GPU Memory: ensure bpf program is attached to the tracepoint

Previously GpuMem is gated upon bpfloader loaded. Recently, bpfloader
gets initialized much earlier which in return makes GpuMem initialize
earlier. However, at that time, the kernel gfx driver may still not get
loaded yet.
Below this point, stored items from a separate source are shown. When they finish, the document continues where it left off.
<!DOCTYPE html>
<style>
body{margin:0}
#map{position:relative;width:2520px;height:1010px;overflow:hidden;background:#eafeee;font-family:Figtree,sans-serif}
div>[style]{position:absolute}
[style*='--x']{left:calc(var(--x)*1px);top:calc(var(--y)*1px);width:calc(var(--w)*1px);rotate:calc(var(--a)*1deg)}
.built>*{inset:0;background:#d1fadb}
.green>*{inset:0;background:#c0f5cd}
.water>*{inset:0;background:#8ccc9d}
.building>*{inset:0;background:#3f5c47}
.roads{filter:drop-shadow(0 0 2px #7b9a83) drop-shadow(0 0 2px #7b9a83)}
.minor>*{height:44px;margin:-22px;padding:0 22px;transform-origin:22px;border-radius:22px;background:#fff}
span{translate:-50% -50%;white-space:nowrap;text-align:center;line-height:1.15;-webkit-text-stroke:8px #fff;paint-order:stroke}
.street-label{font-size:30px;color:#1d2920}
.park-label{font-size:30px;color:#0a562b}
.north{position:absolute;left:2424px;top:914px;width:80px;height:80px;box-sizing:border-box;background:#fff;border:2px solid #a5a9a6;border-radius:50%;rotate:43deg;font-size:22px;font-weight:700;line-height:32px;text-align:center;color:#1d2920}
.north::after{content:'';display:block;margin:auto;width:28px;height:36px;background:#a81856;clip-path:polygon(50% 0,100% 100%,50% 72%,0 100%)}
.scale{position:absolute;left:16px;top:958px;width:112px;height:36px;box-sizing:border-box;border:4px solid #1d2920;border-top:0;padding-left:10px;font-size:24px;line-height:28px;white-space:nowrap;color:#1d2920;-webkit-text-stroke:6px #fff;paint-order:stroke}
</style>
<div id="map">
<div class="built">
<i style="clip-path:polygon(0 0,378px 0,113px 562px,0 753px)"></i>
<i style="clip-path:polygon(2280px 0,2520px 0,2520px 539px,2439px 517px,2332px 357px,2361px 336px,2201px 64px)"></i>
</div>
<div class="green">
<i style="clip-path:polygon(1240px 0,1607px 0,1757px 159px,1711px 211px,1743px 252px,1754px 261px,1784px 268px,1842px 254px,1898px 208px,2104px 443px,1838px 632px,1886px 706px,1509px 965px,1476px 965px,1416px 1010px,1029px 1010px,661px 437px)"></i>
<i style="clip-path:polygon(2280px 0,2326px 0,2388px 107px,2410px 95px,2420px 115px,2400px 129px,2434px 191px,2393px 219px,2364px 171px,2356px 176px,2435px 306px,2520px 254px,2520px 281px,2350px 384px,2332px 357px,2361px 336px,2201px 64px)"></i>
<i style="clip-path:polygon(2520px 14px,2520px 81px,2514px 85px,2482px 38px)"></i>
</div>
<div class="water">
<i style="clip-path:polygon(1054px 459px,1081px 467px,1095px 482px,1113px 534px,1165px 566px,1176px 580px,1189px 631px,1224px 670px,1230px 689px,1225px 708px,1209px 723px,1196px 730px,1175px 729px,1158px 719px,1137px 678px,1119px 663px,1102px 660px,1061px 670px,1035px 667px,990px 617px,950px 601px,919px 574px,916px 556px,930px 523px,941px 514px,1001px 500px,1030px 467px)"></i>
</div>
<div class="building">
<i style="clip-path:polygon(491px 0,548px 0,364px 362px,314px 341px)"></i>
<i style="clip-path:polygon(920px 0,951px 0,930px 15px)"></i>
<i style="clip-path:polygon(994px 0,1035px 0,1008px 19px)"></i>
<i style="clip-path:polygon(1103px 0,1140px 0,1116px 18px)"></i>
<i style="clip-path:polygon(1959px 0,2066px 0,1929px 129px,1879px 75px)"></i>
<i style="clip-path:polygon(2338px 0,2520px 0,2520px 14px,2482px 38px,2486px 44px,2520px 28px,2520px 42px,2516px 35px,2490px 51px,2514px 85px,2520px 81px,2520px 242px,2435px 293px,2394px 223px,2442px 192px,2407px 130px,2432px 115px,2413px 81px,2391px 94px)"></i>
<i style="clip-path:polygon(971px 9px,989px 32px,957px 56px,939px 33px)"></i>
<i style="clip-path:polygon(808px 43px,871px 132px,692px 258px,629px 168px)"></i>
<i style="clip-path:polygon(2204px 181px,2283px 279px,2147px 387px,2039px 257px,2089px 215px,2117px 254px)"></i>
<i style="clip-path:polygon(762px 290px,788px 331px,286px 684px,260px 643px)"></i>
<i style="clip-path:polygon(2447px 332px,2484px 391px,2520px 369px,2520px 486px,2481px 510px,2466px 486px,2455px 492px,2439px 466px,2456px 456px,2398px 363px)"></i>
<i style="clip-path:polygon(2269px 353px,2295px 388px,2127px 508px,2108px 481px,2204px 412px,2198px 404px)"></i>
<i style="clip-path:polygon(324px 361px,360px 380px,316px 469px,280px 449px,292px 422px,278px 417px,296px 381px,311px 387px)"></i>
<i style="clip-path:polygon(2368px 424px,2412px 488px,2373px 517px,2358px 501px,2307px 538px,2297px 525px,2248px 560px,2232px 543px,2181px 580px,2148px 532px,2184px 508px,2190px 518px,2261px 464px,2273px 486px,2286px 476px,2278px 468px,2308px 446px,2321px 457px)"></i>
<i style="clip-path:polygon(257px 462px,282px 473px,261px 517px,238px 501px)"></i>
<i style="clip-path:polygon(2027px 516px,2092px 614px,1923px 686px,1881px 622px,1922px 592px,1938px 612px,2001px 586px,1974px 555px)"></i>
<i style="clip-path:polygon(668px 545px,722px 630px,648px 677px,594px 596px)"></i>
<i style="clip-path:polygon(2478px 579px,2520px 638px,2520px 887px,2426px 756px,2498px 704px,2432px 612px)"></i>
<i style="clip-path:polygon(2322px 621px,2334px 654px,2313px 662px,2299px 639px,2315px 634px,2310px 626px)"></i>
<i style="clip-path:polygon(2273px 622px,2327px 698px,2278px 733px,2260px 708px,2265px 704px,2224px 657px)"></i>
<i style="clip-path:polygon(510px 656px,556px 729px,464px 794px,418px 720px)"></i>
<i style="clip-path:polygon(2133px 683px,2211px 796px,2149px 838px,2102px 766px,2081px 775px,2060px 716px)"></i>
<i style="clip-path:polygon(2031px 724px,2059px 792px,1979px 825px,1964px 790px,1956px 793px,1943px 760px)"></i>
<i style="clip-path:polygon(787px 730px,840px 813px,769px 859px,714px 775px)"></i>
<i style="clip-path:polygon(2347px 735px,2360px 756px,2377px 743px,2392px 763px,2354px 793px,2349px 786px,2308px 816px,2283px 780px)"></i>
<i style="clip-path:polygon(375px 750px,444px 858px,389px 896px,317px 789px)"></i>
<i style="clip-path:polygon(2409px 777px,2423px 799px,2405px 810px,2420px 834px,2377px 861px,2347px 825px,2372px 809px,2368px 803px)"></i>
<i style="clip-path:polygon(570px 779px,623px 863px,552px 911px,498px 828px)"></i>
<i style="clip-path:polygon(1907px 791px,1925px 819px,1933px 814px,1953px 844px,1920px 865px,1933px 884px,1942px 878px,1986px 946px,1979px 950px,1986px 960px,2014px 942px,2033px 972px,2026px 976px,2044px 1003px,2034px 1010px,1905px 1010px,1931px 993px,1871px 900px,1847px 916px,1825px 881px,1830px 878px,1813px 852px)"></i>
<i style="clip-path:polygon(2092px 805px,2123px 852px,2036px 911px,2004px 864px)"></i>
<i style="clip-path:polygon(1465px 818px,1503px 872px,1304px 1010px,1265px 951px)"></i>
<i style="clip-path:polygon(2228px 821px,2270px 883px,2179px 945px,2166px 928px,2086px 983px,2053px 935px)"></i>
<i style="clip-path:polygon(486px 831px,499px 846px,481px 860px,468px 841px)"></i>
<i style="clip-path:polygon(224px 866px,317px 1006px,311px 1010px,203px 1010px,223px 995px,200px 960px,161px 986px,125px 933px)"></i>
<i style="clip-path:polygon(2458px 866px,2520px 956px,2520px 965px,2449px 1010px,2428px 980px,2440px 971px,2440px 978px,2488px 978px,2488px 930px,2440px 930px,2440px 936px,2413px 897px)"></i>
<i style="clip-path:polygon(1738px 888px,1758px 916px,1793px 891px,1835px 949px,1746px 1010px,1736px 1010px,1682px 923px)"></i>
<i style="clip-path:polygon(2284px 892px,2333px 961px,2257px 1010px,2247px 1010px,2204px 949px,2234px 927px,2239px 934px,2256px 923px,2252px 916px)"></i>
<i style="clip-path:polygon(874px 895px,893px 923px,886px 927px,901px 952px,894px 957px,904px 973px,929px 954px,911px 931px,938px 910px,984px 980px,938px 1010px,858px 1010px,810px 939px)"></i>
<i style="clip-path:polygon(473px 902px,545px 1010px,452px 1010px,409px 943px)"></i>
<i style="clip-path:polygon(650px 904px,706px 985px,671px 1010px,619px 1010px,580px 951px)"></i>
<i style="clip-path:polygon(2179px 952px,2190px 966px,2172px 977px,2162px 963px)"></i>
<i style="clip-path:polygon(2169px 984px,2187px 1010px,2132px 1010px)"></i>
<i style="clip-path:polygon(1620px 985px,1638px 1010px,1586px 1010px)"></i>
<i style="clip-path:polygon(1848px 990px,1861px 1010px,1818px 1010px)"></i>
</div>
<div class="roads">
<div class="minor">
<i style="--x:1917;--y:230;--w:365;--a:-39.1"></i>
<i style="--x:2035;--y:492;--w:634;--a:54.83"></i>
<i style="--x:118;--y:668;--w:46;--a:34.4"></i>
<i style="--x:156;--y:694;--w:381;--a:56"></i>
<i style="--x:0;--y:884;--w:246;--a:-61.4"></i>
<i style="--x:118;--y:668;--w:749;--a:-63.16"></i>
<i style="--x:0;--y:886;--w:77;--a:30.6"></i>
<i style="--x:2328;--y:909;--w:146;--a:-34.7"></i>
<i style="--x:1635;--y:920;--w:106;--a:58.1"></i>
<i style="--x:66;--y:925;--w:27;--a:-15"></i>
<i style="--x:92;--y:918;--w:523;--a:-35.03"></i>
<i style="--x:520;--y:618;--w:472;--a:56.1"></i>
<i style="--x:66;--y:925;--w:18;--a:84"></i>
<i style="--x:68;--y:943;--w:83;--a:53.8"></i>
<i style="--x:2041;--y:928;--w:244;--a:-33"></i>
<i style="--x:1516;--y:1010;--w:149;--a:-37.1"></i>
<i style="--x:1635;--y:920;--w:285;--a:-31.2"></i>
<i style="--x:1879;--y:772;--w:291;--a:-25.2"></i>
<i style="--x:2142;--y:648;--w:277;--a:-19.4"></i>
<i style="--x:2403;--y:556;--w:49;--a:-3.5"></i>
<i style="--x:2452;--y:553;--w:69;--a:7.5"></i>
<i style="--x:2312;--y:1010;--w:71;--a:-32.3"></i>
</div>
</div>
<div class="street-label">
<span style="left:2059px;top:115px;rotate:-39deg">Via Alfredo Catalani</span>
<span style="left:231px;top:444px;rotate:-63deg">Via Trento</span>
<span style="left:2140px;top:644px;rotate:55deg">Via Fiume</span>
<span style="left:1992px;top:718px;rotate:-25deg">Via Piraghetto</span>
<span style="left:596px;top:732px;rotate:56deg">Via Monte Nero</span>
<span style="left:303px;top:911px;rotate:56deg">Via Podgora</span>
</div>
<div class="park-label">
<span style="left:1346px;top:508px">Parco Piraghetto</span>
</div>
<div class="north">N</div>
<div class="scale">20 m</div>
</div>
This change fixes the racing here.

Bug: 159963505
Test: adb shell dumpsys gpu --gpumem
Test: atest gpuservice_unittest:GpuMemTest
Change-Id: If434c205ff3175354d85924075fc1de1e91151f9
Merged-In: If434c205ff3175354d85924075fc1de1e91151f9
diff --git a/services/gpuservice/GpuService.cpp b/services/gpuservice/GpuService.cpp
index 0ca8e5d..84ae608 100644
--- a/services/gpuservice/GpuService.cpp
+++ b/services/gpuservice/GpuService.cpp
@@ -31,6 +31,8 @@
 #include <utils/Trace.h>
 #include <vkjson.h>
 
+#include <thread>
+
 namespace android {
 
 using base::StringAppendF;
@@ -47,7 +49,8 @@
 
 GpuService::GpuService()
       : mGpuMem(std::make_unique<GpuMem>()), mGpuStats(std::make_unique<GpuStats>()) {
-    mGpuMem->initialize();
+    std::thread asyncInitThread([this]() { mGpuMem->initialize(); });
+    asyncInitThread.detach();
 };
 
 void GpuService::setGpuStats(const std::string& driverPackageName,
diff --git a/services/gpuservice/gpumem/GpuMem.cpp b/services/gpuservice/gpumem/GpuMem.cpp
index 1d4b524..9b4053b 100644
--- a/services/gpuservice/gpumem/GpuMem.cpp
+++ b/services/gpuservice/gpumem/GpuMem.cpp
@@ -24,6 +24,7 @@
 #include <libbpf.h>
 #include <libbpf_android.h>
 #include <log/log.h>
+#include <unistd.h>
 #include <utils/Trace.h>
 
 #include <unordered_map>
@@ -47,11 +48,17 @@
         return;
     }
 
+    // TODO(http://b/159963505): Figure out a nicer way to wait until GPU driver loaded.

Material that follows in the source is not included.